Another requisite for the design of a parametric solution is that the selected parameters are reported on a near-real time basis by a reliable, reputed organization. In Japan, the Japan Meteorological Agency monitors volcanic activity throughout the country and issues relevant warnings and information to mitigate damages. When volcanic anomalies are detected, the agency steps up its monitoring activities and publishes regular bulletins on a real-time basis, including the Observation Reports on Eruption. These reports provide information on the ongoing eruption, such as eruption time, eruptive column height, the main direction of movement of the eruptive plume and the maximum plume height recorded from the onset of the eruption. This information can be used during an ongoing eruption to determine whether any payments are to be released to the insured/risk cedent.

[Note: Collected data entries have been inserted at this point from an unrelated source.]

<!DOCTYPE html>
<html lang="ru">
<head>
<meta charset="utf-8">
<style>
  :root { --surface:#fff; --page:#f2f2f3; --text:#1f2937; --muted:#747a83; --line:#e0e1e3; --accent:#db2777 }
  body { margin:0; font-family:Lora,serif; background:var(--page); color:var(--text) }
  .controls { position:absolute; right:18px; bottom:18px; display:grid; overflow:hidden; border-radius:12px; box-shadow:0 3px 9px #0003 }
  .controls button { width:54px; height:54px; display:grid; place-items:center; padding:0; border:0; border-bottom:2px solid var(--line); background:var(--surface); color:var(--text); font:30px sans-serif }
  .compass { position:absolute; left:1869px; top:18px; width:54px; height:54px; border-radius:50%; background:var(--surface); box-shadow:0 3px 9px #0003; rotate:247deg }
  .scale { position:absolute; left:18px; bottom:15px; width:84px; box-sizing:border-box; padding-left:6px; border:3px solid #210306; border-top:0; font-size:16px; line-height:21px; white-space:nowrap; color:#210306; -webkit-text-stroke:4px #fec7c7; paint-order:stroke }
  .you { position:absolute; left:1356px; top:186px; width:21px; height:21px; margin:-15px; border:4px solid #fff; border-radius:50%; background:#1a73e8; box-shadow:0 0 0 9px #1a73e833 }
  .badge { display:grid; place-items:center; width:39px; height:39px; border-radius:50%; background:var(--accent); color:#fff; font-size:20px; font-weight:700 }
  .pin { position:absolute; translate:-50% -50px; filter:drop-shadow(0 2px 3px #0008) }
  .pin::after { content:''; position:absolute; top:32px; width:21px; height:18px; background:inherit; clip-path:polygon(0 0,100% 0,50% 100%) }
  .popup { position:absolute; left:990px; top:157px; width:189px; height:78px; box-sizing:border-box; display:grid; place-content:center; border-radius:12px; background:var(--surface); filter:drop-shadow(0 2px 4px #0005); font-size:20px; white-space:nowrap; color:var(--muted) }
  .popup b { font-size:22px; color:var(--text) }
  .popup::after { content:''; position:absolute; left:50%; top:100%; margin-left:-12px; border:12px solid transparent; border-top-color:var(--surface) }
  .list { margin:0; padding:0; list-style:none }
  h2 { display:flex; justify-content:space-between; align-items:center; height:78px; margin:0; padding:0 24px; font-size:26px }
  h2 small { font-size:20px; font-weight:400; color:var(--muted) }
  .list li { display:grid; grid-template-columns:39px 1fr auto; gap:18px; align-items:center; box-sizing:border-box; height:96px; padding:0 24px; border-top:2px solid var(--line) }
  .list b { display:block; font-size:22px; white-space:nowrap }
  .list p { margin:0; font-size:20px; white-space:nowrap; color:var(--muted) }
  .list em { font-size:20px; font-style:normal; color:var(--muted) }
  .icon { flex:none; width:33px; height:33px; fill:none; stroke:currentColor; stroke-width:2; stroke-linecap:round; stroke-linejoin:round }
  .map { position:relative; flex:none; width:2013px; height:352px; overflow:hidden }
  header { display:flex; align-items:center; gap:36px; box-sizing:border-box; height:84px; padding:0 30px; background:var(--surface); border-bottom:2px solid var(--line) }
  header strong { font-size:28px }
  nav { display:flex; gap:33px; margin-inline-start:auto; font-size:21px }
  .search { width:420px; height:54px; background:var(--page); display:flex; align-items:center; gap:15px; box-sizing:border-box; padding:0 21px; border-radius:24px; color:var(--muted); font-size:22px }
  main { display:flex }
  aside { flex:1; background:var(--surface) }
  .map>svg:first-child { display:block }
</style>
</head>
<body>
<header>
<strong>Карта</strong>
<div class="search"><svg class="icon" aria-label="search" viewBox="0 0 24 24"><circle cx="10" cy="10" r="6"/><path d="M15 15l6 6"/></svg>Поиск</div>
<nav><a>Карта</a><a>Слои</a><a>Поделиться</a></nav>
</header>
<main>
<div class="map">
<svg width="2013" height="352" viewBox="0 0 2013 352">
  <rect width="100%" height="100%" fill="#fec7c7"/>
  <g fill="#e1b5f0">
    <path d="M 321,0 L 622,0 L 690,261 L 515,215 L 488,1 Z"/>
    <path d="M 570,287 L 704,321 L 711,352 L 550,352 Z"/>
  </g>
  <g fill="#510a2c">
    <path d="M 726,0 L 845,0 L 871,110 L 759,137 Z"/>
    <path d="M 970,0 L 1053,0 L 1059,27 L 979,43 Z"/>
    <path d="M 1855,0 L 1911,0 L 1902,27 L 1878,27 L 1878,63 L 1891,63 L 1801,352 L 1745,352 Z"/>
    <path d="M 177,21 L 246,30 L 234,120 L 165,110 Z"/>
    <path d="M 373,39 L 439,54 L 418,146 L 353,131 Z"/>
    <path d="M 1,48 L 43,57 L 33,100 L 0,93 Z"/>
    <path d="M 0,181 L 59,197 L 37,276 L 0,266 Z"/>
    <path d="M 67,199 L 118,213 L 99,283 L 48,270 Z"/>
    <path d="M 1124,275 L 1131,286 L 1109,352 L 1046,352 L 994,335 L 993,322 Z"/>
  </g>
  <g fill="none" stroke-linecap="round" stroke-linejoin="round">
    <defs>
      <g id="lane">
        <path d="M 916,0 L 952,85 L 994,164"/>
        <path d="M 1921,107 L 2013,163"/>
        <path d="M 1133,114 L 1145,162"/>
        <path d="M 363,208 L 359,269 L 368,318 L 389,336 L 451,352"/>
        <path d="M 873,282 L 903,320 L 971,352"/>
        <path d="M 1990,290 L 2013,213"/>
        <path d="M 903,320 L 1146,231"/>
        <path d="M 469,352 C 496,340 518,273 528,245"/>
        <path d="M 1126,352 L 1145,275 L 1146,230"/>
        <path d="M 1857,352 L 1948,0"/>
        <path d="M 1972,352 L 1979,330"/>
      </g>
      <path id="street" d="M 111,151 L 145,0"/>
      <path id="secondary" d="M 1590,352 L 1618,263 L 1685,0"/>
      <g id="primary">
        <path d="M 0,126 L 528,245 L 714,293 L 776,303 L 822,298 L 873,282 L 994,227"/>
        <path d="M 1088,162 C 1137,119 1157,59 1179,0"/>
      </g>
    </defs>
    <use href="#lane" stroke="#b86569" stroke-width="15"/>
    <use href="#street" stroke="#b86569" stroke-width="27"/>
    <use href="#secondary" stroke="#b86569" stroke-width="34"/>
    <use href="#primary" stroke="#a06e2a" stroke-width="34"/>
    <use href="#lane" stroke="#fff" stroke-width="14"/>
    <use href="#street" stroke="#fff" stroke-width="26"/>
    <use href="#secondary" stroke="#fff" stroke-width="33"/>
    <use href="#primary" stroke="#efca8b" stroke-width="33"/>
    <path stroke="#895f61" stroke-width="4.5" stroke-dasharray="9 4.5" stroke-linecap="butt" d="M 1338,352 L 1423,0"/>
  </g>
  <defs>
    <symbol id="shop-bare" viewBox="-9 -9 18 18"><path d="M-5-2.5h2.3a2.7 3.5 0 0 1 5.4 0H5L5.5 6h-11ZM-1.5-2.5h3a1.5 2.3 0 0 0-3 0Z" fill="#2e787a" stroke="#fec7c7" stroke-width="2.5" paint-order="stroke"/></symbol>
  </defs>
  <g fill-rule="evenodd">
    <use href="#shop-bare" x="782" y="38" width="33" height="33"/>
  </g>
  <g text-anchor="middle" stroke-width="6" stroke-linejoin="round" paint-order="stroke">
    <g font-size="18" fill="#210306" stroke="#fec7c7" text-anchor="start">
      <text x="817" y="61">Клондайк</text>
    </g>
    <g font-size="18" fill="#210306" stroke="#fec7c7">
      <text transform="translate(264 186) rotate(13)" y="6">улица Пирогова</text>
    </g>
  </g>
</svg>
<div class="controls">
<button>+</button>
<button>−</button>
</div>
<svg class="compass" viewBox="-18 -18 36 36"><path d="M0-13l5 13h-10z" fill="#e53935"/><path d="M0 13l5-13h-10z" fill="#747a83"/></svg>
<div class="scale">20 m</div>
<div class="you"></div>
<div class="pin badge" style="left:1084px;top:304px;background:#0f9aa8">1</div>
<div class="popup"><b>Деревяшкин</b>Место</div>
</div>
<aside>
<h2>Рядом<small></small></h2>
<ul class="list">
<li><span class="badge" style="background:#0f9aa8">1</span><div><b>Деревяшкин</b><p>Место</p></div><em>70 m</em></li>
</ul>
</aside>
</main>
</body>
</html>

Application of Volcano Parametric Risk Solutions
The formulation of the parametric trigger contemplates both a “binary design”—each event can either pay or not pay a fixed monetary amount depending on whether it exceeds the parameter threshold defined by the specific design—and a “multilayer design”—each event can pay one of several predefined payment levels, associated to a series of defined parameter thresholds. Results of the optimization algorithms consist of the definition of eruptive column height threshold values for the different possible directions of plume movement for a specific application—for example, a defined portfolio of insured properties—associated to one or several predefined target payment amounts. The parametric trigger algorithm is applied on a per-volcano basis. For instance, Mt. Fuji to the west of Tokyo, poses the largest risk to the geographical area covered by the volcano risk model.
In summary, the design of this parametric product relies on easily obtainable, observable physical parameters relating to explosive volcanic eruptions, which makes this prototype potentially applicable to many other volcanic settings worldwide without the need for any special monitoring equipment. If the height of an ongoing eruption’s eruptive column and the predominant direction of ash dispersal meet predefined thresholds, an associated payment is immediately released to the cedent. This mechanism circumvents the need for costly damage and loss assessments and ensures prompt release of funds.
However, there are prerequisites that need to be met to implement such a solution elsewhere. First of all, a fully probabilistic loss model for volcanic eruptions must be available in order to obtain modeled losses and calibrate the solution for the specific setting. Furthermore, an official, reputable national or international agency must be able to report eruptive column and the predominant direction of ash dispersal independently.
Both of these prerequisites appear increasingly realistic to meet on a global basis, given the increased capabilities in the area of volcano modeling enabled by the existence of open source hazard simulation models and data, as well as the simplicity in recording the eruptive parameters of interest.